If you’re an avid traveler, it pays to be German. A new survey, called Visa Restrictions Index, compiled by the citizenship and immigration firm Hanley and Partners, reveals a ranking of 104 countries based on the travel freedom provided to their citizens.
Travel freedom basically refers to the number of countries they can visit without needing a visa, or where they are granted a visa upon arrival. The index is based on data from the International Air Transport Association (IATA), which holds the largest database of travel information.
“Visa requirements define and shape individuals’ ability to travel across borders. They also reflect strongly on each country’s relationships with others, and will take into account diplomatic relationships between the countries, reciprocal visa arrangements, security risks, and the risks of visa and immigration rules violations”, reports Henley & Partners in its press release.
According to the survey, Germany holds the strongest passports, giving its citizen visa-free access to 177 countries. The nation has occupied the index’s top spot for the past three years. Sweden came in a close second, with visa-free access to 176 countries. The United Kingdom, came in third place along with Finland, France, Italy, and Spain, with 175 countries at passport holders’ fingertips. The United States dropped from second place in 2015 to fourth place this year, where it’s tied with Belgium, Denmark, and the Netherlands, all of which offer access to 174 countries.
As for the most unfortunate passport holders, the survey ranks Afghanistan the worst in 104th place, with access to just 25 countries.
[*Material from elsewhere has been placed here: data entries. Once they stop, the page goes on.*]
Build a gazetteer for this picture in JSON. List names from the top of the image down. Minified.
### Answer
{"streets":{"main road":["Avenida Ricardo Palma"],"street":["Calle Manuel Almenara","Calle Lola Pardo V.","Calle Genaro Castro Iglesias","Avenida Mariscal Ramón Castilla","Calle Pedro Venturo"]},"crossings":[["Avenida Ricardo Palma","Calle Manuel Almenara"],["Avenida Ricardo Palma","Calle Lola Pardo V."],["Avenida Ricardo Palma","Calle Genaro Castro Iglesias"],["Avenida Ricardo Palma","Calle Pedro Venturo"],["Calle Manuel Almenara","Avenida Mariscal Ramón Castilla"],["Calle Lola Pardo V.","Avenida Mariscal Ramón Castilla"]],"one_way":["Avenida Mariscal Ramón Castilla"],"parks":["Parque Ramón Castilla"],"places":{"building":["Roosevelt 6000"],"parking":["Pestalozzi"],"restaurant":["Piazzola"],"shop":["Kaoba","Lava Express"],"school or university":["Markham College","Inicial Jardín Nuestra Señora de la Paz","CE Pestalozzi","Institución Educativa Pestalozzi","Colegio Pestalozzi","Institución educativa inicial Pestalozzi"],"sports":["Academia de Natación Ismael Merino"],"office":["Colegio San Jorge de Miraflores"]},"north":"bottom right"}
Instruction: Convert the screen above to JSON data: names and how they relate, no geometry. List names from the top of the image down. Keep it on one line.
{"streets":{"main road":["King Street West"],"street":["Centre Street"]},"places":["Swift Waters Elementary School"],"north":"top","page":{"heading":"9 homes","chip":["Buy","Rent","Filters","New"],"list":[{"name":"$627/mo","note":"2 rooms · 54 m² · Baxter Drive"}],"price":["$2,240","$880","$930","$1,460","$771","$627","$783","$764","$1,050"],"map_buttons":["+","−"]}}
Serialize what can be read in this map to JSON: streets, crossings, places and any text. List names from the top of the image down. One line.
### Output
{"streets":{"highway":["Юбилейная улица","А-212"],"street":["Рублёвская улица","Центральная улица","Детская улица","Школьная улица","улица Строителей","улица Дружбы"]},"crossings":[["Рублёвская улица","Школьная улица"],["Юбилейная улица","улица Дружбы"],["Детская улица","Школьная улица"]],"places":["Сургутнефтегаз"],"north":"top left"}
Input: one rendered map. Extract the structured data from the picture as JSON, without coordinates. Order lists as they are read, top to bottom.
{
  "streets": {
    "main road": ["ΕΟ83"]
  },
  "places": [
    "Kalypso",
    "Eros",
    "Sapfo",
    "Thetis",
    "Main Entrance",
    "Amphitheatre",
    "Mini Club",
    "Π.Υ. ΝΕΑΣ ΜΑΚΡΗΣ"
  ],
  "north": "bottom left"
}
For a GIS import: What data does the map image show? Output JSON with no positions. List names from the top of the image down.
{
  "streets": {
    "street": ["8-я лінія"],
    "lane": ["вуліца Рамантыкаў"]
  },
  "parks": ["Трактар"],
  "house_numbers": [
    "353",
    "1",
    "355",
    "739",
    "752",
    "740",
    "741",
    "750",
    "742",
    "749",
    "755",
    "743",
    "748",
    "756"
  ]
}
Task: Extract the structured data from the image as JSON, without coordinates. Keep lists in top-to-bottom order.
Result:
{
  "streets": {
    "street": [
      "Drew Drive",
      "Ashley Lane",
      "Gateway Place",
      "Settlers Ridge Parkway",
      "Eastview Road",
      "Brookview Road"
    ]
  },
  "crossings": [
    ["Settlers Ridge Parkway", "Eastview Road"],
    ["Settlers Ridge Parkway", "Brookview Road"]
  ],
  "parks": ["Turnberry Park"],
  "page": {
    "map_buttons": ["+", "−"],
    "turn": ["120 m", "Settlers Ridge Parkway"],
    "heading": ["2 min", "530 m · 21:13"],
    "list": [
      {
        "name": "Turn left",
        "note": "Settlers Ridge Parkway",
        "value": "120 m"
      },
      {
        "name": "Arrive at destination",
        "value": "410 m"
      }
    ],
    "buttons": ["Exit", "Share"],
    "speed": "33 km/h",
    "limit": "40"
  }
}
Pakistan is second-worst, with travel freedom limited to 29 countries, and Iraq is third from the bottom, restricted to 30 countries.
The reports also highlights several other big developments. Countries like Tonga, Palau and Colombia made major strides in the rankings. What’s more, Portugal now has the world’s sixth-most powerful passports. This is a positive outcome of the “golden visa” initiative in 2012 that allows investors from outside the European Union to buy their way into residency.